Two unions that represent thousands of Verizon employees say they will go on strike on the morning of April 14, after negotiations have declined to produce to new contracts, wrote theverge.com.
The unions, the Communication Workers of America And the International Brotherhood of Electrical Workers, explains that Verizon wants to freeze annuity, make cutbacks easier, and depend more on contract workers. Verizon says their health care conflicts need to be forwarded for both retirees and workers as medical cost have developed, and it wants “greater flexibility” to manage its employees, reported nypost.com.
The union’s list of criticism is a lengthy one: Verizon has outsourced 5,000 jobs in Mexico, the Philippines, and the Dominican Republic. Verizon is hiring extra low-wage, non-union contractors, the union states, reported money.cnn.com.
“The main thing is that’s it’s taking good-paying jobs and taking them away from the American public,” stated Ken Beckett, a technical telecommunications associate for Verizon and union board member with 1101 CWA, as he picketed with colleagues outside a Verizon office in Manhattan.

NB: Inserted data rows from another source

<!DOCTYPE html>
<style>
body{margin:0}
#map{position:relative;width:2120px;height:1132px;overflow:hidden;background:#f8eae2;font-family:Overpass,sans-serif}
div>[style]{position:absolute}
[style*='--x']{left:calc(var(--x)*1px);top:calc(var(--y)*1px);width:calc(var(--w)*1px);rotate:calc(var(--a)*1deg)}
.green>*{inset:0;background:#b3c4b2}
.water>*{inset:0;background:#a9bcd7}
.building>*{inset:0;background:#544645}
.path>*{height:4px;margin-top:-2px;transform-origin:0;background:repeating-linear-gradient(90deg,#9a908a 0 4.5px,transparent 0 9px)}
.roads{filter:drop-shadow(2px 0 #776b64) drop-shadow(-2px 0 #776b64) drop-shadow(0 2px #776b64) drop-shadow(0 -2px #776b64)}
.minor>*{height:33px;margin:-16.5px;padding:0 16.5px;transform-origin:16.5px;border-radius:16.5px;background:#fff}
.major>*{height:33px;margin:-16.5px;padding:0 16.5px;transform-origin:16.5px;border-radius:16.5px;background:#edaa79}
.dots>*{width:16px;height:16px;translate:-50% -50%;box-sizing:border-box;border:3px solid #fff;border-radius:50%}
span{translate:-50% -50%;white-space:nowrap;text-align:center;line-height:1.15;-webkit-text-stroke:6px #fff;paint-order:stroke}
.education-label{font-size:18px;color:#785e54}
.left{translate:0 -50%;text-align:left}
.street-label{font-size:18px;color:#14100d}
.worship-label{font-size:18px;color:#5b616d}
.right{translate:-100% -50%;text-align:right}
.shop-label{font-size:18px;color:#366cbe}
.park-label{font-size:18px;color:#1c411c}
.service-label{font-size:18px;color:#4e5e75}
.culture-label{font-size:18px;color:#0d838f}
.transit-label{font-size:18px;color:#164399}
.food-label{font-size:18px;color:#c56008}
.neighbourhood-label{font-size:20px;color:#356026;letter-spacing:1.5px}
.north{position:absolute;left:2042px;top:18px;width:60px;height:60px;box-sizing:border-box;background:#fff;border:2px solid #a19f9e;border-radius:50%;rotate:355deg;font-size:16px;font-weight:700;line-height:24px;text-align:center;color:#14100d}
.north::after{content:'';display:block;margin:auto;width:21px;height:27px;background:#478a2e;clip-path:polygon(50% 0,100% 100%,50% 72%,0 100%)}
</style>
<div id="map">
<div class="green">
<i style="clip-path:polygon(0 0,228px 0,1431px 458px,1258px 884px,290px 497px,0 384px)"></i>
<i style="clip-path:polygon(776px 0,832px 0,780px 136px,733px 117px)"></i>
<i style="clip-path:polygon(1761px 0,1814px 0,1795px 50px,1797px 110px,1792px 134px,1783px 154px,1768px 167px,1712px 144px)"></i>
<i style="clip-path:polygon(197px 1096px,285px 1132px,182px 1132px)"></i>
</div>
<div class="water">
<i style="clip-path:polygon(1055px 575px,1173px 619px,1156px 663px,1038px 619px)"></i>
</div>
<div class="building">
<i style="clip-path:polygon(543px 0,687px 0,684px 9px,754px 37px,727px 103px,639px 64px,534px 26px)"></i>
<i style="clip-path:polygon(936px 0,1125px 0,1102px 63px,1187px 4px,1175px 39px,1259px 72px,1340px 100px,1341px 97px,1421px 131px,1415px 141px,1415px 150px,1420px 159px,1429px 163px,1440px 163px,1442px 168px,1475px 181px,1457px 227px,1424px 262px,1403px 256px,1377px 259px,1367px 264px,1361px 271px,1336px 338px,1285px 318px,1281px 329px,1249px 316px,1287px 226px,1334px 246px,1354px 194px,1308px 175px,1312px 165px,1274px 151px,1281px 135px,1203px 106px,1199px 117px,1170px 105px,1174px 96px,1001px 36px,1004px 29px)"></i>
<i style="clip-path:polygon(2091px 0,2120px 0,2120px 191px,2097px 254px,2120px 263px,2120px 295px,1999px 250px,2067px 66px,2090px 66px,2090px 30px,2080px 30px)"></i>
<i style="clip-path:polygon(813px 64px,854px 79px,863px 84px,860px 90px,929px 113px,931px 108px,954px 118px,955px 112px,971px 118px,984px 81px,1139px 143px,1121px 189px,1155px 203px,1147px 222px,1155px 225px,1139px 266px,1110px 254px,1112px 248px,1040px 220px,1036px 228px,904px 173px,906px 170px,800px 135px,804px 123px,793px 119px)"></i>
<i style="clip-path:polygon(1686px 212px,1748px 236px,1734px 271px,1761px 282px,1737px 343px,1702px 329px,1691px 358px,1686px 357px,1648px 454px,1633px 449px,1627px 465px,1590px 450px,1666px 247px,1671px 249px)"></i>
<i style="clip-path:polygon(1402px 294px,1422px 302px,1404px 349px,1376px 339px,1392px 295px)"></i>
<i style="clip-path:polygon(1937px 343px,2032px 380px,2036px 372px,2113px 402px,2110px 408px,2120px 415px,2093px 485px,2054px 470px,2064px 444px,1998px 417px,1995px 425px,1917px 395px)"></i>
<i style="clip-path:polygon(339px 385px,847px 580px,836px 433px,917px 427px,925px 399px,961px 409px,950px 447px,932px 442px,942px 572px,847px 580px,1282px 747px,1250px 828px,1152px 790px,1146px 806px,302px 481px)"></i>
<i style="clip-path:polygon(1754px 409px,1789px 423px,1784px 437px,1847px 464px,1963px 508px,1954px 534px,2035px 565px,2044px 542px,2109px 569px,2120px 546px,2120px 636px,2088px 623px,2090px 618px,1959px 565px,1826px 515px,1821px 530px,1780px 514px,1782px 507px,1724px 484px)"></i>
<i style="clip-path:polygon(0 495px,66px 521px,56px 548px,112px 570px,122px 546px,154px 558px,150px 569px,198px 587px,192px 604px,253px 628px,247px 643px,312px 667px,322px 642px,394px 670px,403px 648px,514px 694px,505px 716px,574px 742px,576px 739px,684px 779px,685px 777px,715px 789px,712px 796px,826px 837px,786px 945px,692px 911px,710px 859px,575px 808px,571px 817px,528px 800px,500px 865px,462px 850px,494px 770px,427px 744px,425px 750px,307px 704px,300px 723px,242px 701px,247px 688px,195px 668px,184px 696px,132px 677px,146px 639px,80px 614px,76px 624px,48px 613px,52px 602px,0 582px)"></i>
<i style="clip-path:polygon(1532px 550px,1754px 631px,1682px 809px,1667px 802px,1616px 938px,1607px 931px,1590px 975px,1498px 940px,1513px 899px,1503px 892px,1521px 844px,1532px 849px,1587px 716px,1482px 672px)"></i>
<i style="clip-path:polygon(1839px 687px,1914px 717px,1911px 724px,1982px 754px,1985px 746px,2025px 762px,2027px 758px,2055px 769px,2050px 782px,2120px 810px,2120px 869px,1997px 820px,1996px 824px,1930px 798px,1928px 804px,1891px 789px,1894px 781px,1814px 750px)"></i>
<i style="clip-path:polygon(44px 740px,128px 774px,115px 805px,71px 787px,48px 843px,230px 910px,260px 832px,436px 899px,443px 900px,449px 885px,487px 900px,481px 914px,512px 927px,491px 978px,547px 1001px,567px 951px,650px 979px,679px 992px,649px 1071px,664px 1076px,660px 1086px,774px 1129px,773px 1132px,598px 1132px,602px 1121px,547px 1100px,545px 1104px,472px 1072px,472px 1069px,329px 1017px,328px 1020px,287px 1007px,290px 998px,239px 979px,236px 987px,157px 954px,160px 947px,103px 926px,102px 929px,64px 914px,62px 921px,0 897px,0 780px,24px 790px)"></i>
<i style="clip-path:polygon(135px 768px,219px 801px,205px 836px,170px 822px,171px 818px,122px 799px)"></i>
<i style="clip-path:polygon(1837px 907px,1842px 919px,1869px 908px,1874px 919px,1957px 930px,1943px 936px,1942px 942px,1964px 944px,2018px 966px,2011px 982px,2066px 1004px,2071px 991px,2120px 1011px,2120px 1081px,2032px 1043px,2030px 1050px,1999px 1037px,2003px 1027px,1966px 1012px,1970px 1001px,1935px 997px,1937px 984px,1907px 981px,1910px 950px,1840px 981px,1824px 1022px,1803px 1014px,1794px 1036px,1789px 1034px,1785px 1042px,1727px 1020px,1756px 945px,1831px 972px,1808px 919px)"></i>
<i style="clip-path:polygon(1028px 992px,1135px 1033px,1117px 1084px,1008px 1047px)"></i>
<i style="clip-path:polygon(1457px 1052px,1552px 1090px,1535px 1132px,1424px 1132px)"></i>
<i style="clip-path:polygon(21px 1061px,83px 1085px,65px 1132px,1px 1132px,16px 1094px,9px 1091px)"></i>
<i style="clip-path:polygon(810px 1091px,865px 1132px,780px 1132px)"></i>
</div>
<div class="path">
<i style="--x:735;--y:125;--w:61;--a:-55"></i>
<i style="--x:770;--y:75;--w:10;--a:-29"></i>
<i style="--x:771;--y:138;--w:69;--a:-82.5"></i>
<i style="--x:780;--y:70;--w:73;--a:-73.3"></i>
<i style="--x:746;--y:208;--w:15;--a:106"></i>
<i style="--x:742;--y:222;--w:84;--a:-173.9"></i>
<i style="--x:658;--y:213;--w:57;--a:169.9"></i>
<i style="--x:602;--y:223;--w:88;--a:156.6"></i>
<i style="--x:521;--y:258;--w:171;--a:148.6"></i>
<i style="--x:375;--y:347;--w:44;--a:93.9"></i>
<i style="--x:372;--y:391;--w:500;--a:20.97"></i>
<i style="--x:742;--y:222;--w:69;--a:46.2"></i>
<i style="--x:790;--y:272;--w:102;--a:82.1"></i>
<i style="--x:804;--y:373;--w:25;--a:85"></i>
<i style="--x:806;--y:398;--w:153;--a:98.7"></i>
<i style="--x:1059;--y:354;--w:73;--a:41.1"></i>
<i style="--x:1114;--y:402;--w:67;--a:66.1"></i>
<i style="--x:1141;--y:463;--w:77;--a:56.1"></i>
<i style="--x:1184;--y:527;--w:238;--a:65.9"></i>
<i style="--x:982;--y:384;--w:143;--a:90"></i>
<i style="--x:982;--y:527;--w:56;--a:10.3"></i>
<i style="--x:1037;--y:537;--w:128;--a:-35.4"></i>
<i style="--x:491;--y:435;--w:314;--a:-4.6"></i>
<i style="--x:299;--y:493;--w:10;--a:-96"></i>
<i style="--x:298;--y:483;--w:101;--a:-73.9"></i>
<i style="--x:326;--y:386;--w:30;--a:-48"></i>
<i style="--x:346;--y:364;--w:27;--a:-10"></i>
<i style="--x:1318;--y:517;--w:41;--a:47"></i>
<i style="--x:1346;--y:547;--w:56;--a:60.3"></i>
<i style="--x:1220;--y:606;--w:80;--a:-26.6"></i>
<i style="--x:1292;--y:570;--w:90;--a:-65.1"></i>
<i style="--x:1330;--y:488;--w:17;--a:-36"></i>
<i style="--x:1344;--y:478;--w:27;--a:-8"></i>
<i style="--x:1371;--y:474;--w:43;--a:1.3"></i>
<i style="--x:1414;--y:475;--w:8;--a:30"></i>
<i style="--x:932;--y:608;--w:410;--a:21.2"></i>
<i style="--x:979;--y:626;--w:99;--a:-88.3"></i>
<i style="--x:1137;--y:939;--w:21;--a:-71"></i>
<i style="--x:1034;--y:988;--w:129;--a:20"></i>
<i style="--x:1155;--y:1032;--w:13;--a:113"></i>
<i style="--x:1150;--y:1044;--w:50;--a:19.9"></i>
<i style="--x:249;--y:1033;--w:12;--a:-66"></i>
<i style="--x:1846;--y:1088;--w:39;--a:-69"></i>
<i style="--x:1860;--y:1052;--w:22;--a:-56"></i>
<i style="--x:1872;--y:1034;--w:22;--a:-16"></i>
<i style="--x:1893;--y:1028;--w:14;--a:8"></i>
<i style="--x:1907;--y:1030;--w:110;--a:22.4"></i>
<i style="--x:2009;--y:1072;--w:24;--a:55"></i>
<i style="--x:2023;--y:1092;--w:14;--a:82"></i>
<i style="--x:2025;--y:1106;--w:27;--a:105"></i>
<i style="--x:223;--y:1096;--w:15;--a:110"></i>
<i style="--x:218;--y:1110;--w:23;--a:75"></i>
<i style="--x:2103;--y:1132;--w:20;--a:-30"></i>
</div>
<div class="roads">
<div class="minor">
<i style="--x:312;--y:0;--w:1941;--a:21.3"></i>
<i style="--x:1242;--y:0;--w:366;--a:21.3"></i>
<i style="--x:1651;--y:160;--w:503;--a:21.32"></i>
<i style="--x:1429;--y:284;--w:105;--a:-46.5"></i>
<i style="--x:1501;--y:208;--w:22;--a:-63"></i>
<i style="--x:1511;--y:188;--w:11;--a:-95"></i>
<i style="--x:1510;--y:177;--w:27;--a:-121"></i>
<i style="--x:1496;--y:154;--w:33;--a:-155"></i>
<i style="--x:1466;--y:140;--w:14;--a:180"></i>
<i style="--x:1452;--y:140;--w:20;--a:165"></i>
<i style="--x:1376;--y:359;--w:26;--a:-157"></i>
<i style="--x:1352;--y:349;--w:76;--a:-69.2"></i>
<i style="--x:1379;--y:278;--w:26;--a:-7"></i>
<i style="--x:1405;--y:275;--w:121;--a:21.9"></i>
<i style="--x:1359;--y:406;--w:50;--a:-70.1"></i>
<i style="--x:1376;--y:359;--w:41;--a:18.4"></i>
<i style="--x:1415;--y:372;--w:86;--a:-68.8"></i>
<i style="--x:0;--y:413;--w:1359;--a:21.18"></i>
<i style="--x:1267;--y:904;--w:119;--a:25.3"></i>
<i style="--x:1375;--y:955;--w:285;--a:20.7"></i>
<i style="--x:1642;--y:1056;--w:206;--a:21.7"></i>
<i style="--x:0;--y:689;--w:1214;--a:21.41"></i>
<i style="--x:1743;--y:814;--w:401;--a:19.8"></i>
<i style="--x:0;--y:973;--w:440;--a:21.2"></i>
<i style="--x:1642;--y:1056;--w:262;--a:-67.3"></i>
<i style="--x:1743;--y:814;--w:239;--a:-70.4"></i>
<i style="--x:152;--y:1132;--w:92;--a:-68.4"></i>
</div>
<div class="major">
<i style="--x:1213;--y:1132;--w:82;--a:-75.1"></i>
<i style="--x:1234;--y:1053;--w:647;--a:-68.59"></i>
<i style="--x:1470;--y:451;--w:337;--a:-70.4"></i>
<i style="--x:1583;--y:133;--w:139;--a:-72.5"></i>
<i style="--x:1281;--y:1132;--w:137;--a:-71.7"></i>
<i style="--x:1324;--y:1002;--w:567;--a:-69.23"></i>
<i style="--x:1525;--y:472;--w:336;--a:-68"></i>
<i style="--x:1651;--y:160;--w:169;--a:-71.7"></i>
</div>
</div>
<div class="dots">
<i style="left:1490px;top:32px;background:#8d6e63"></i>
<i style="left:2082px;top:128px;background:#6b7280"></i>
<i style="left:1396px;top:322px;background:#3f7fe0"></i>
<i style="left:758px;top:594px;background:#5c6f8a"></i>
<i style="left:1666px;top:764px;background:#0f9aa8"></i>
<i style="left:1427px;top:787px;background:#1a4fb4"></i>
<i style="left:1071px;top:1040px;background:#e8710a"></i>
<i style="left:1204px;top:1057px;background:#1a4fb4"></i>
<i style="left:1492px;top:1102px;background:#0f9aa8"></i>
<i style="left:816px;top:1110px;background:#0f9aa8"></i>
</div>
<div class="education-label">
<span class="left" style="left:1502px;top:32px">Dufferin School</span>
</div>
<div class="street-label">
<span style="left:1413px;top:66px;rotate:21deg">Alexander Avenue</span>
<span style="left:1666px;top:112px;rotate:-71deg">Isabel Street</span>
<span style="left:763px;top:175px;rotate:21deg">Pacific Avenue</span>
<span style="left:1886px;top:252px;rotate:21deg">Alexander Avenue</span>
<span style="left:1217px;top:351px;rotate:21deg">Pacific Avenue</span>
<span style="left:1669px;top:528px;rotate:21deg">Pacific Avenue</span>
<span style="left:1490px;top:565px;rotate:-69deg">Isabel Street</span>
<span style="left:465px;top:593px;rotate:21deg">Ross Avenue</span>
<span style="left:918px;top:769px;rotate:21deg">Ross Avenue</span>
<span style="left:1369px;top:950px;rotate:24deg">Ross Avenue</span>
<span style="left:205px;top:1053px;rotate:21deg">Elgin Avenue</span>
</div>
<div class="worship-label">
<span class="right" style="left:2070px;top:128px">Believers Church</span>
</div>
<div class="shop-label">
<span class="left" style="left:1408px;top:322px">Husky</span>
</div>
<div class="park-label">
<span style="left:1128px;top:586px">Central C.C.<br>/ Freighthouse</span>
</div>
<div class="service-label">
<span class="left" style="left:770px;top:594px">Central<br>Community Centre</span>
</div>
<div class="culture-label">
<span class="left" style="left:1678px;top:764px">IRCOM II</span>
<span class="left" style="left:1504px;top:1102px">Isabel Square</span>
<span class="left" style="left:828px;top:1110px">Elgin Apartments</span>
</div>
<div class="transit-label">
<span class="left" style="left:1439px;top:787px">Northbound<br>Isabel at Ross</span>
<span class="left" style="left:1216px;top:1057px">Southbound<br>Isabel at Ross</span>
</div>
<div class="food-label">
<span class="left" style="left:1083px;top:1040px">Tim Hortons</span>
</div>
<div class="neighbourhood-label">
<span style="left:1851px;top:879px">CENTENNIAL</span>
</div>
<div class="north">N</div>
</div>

“Our committee worked very hard to address all of the concerns they raised about limiting health care costs for the company, and we’ve been clear about our willingness to do so,” explained Bob Master, assistant to the vice president of District 1 at the Communications Workers of America, one of the union’s contract talks. “The reason we’re going on strike is that they failed to reciprocate on the issues that matter to us.”
Verizon officials maintained the altering of competitive and technological landscape enforced a continual updating of the rules of governing its work force. “We’re going to a digital world,” stated Marc Reed, Verizon’s chief administrative officer. “There are many things that were agreed to that made sense back in the Ma Bell era that are no longer tenable.”
Verizon also states that as more and more Americans abandon landlines, it is only common that phone service providers similar to Verizon will require less workers to operate and maintain them, according to nytimes.com.
2011 was the last Verizon strike, and it lasted for two weeks, cited nypost.com.